J'ai déjà expliqué l'an dernier l'inquiétude que m'inspire la structure Facebook comme dispositif sournois d'une société de/sous surveillance, forme moderne d'une politique de contrôle qu'avait théorisée Foucault. Ce réseau social -mais il n'est pas unique en son genre- contraint, avec une certaine finesse il faut le reconnaître, les individus (les jeunes surtout), au-delà du conformisme des pratiques qu'on y trouve, à un fichage inavoué/inavouable, prouvant au passage que les listings économiques et sociaux pouvaient s'avérer autrement plus efficace que les fichiers policiers.

Pour l'heure, néanmoins, mettons un bémol à nos critiques. Les divers observateurs, et les témoignages directs, ont en effet souligné quelle place avait prise Facebook (entre autres, certes) dans la mobilisation populaire, aussi bien en Tunisie qu'en Egypte, dans certains pays du Golfe, et aujourd'hui au Maroc. Le réseau social a facilité les rencontres, les échanges, les rassemblements. Il a été un moyen efficace pour contrer la répression et le contrôle des individus. En permettant aussi d'ouvrir vers l'extérieur une parole étouffée, d'exfiltrer des images qui démentaient l'optimisme des pouvoirs en place, Facebook a pu aider à ces mouvements d'émancipation (dont il n'est pas ici temps d'analyser le futur. Il n'est pas certain que l'avenir soit si magnifique...).

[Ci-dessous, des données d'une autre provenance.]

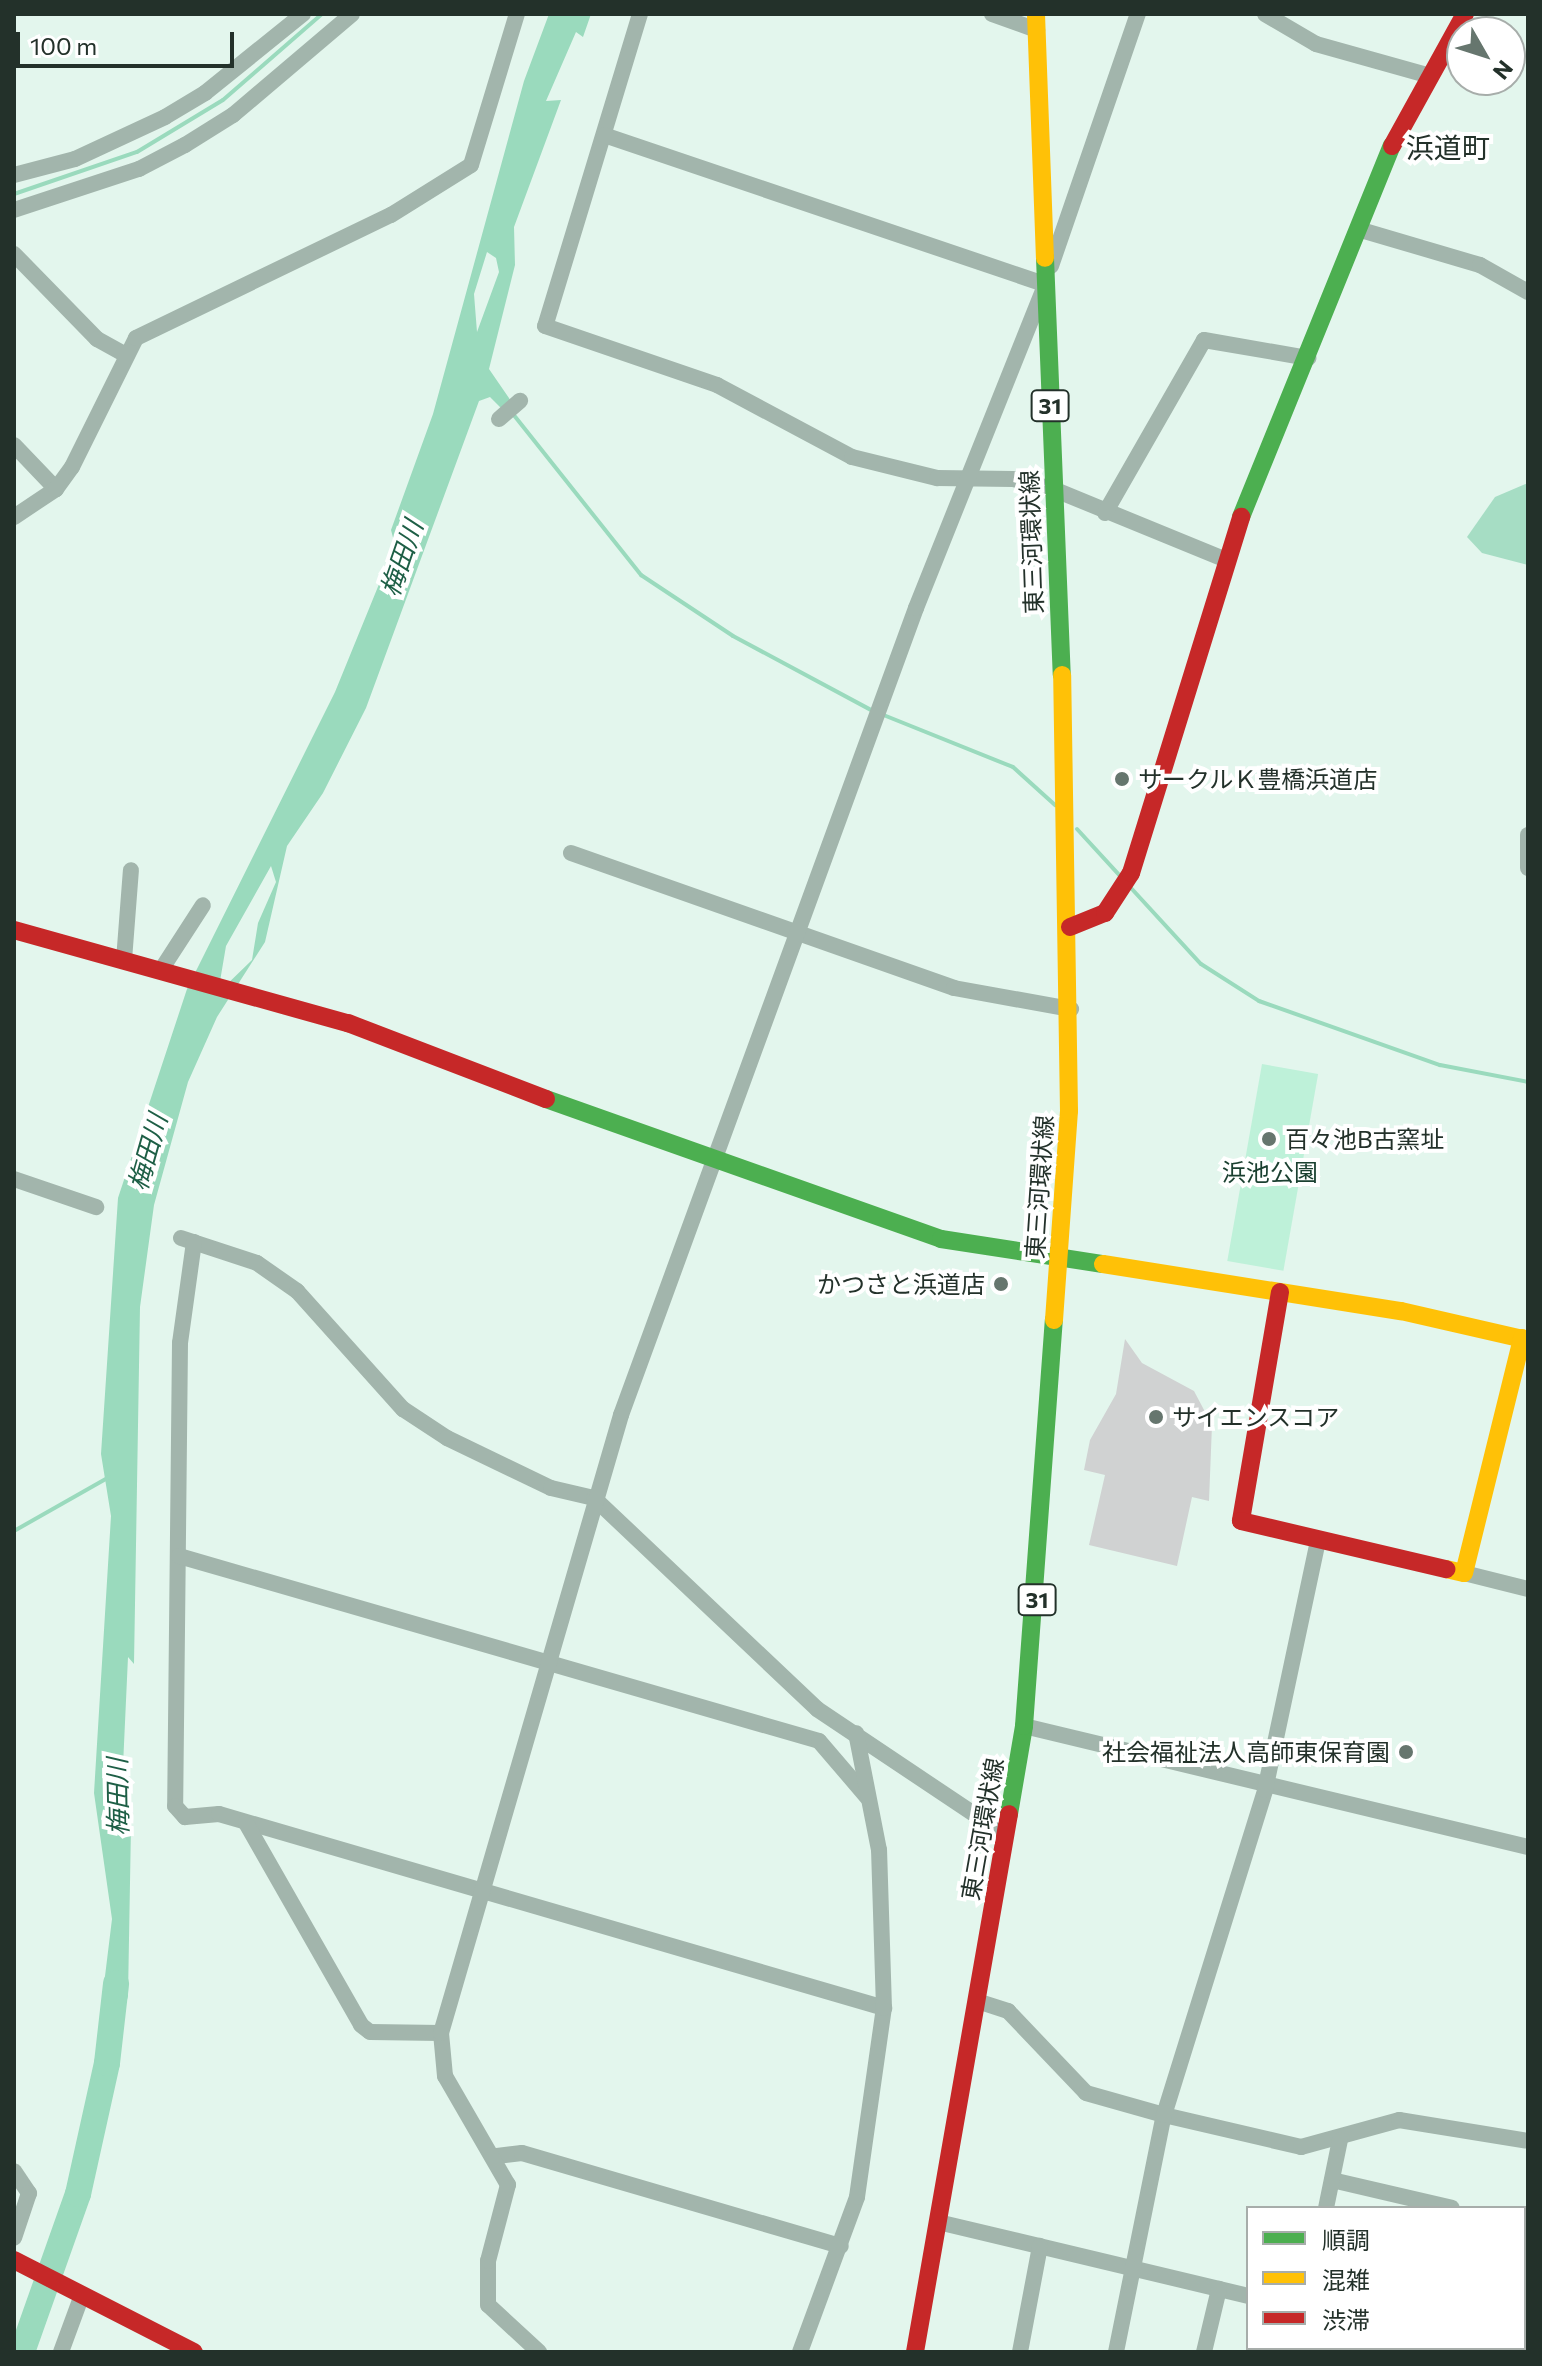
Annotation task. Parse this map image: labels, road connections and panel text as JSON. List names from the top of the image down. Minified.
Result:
{"streets":{"street":["31","東三河環状線"]},"districts":["浜道町"],"water":["梅田川"],"parks":["浜池公園"],"places":["サークルＫ豊橋浜道店","百々池B古窯址","かつさと浜道店","サイエンスコア","社会福祉法人高師東保育園"],"legend":["順調","混雑","渋滞"],"scale_bar":"100 m","north":"bottom right"}
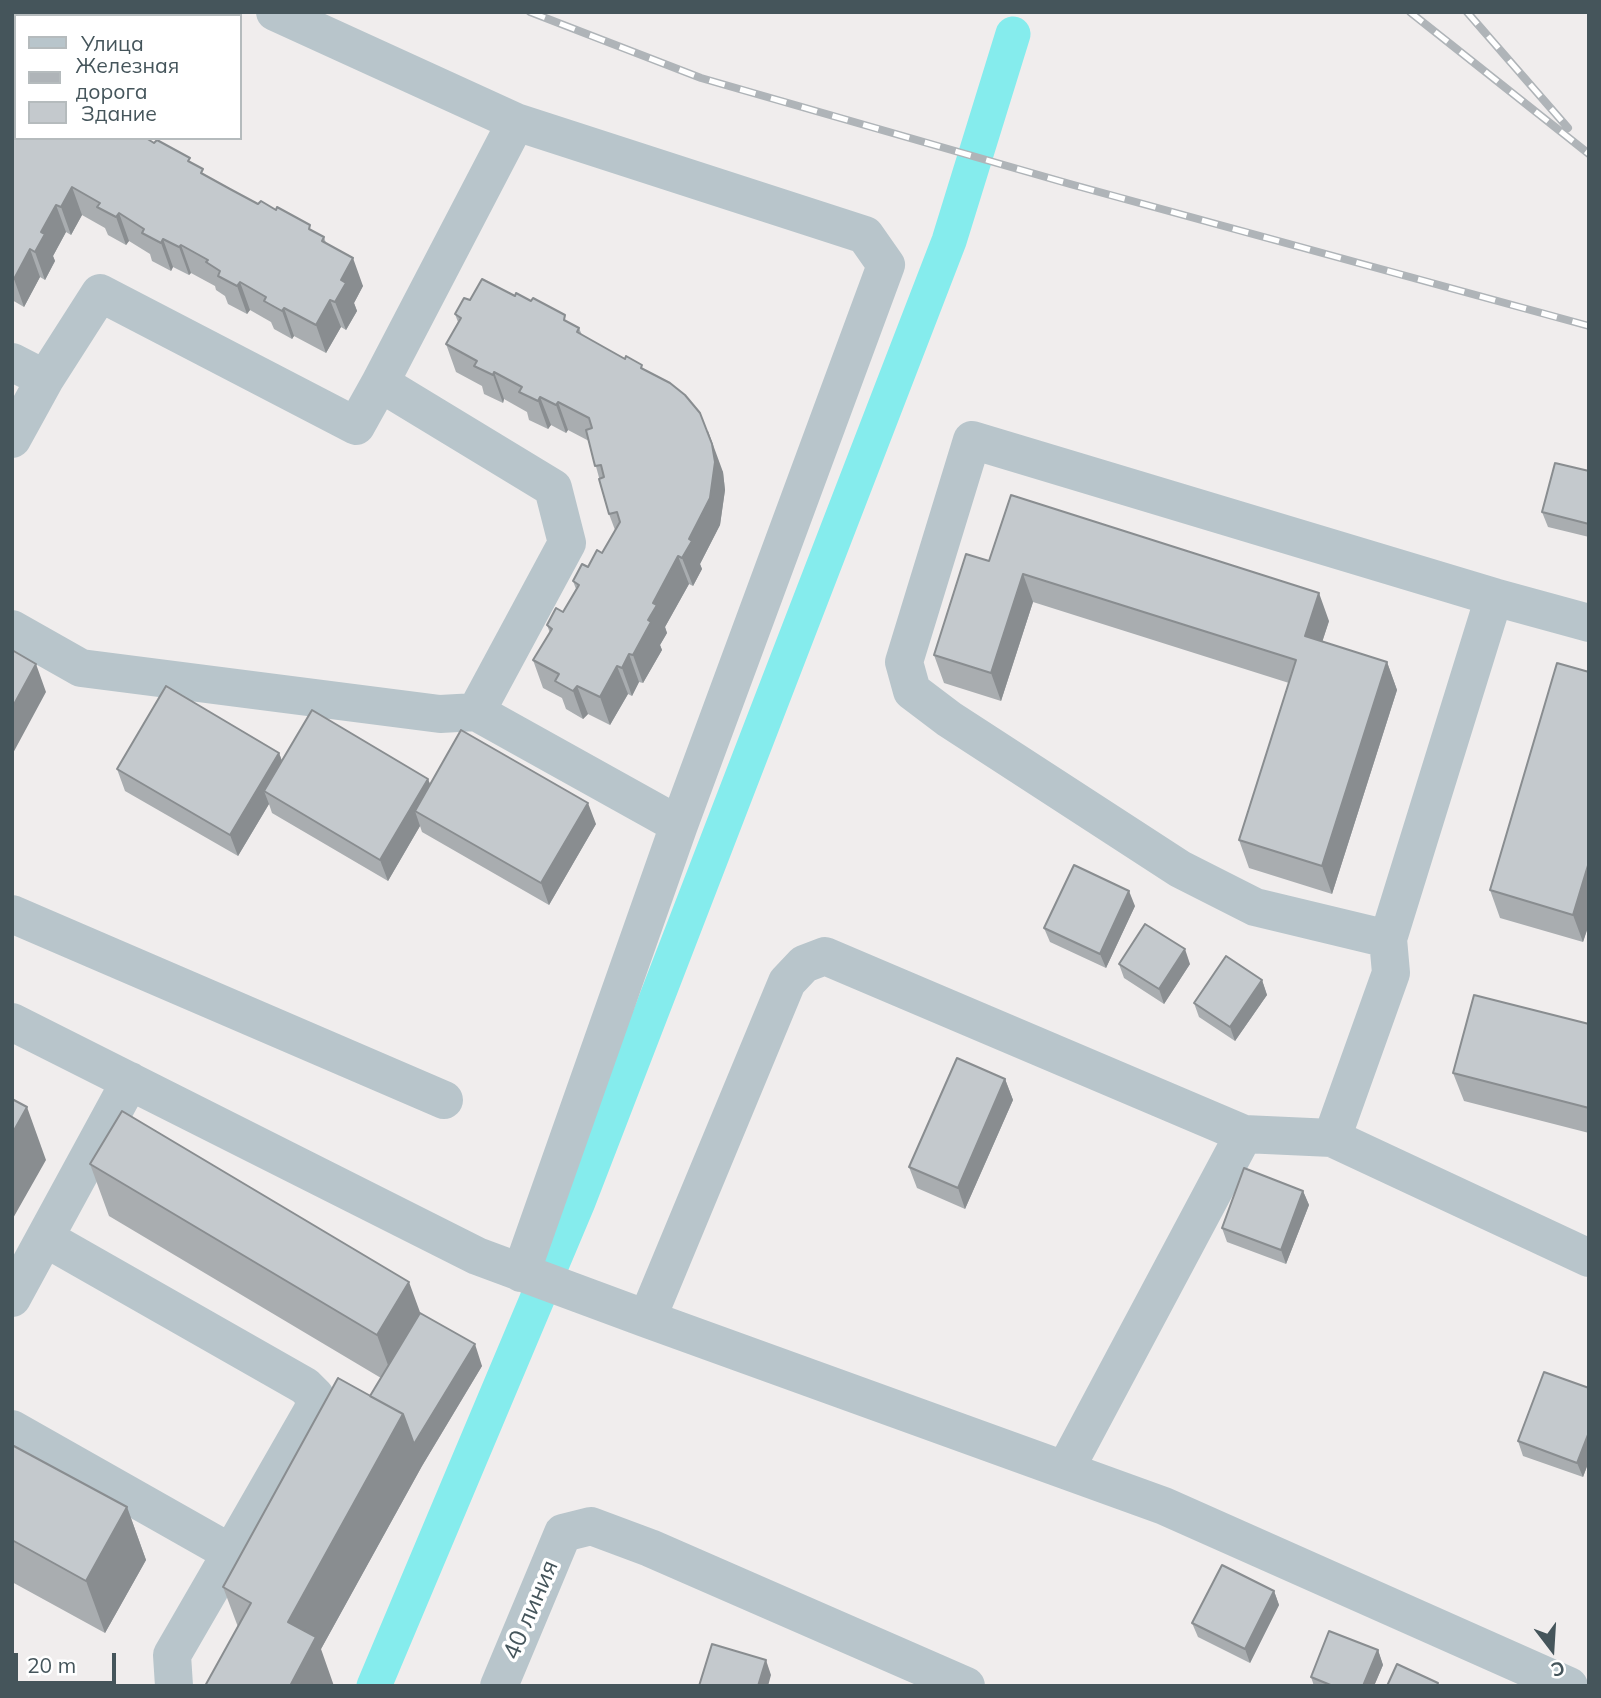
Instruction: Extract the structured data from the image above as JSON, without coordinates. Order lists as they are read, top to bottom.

Cette situation et ce détournement à des fins clairement politiques d'un instrument de pacification, pour ne pas dire de neutralisation, de l'espace public, feront sans doute rêver les observateurs d'une Europe aveugle et sans souffle. L'usage purement festif qui est fait ici de ce réseau social, sa réduction en un outil de pure signalétique existentielle, en disent long sur le manque de vigueur d'une agora politique exsangue. Que Facebook ne soit que l'agenda grotesque d'une société qui compte ses amis, étale ses vacances et bavarde de néant montre à quel point l'entreprise d'acceptation d'un ordre inégal, producteur de misère et de précarité, a réussi. Peut-on imaginer qu'il soit dans l'hexagone une arme structurelle pour une révolte des laissés-pour-compte de l'ultra-libéralisme ? Ne soyons pas naïfs. Dans ce système, chacun cherche désormais son ilôt, son utopie. C'est ainsi que la futilité devient une manière d'être ou, tout du moins, une stratégie d'évitement et de préservation. Croyant que le si peu que nous ayons soit à perdre vaille le coup, nous nous plongeons sans réserve vers une sociabilité dépolitisée. Facebook, en Europe, est pour l'essentiel, un bonheur de bien-nourris (même s'ils sont pauvres...), la signature devenue universelle d'une existence normée/normale. Il est un loisir, une distraction, un divertissement pascalien. Nous ne sommes plus capables, à l'inverse de Tunisiens pour qui le joug était alors insupportable, de mobilisation. Quoique ce ne soit pas tout à fait vrai. Les apéros géants : voilà, semble-t-il, une autre manière de faire de la politique... Il faut donc croire alors que la crise est une illusion, un jeu de miroirs et que tout va très bien. Quand certains luttent, d'autres font la fête. Ce n'est pas tant le médium qui est en cause que leurs utilisateurs. Ici, il n'y a pas d'urgence. Tout va bien, très bien...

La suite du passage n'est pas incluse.